ASSIGNMENT:
Lines holding the string "image" in the listing below are to be copied.
Segment Open
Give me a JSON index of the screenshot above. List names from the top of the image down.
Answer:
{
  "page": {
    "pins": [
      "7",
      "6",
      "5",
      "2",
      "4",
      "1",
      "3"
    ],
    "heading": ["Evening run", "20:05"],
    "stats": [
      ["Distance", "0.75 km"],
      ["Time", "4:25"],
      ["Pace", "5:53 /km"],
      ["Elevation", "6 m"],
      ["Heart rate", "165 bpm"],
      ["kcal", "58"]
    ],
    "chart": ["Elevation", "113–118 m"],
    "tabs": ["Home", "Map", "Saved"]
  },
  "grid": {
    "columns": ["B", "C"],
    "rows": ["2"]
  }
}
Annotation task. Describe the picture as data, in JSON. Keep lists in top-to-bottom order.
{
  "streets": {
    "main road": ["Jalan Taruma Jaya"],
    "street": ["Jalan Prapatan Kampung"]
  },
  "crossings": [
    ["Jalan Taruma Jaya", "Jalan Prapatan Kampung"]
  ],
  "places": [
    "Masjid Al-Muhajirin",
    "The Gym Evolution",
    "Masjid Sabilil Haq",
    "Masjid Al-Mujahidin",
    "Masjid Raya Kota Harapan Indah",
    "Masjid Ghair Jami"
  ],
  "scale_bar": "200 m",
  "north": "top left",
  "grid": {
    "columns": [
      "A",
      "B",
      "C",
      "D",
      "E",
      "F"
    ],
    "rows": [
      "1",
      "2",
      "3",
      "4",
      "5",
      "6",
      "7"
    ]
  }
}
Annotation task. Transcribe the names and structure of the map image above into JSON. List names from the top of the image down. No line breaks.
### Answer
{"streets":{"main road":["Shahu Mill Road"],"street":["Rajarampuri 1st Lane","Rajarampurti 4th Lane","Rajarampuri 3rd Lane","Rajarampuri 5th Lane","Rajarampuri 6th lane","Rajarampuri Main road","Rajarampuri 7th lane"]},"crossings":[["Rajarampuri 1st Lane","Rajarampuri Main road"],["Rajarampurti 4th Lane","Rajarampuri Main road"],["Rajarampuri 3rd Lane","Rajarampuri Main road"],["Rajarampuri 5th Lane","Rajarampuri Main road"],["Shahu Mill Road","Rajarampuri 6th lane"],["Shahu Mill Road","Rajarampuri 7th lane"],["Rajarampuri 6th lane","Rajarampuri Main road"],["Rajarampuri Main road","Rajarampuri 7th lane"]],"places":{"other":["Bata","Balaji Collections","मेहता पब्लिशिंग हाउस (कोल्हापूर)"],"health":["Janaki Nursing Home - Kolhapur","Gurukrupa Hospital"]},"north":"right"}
Segment Closed
RESPONSE AREA:
Give me a JSON index of the screenshot above. List names from the top of the image down.
Annotation task. Transcribe the names and structure of the map image above into JSON. List names from the top of the image down. No line breaks.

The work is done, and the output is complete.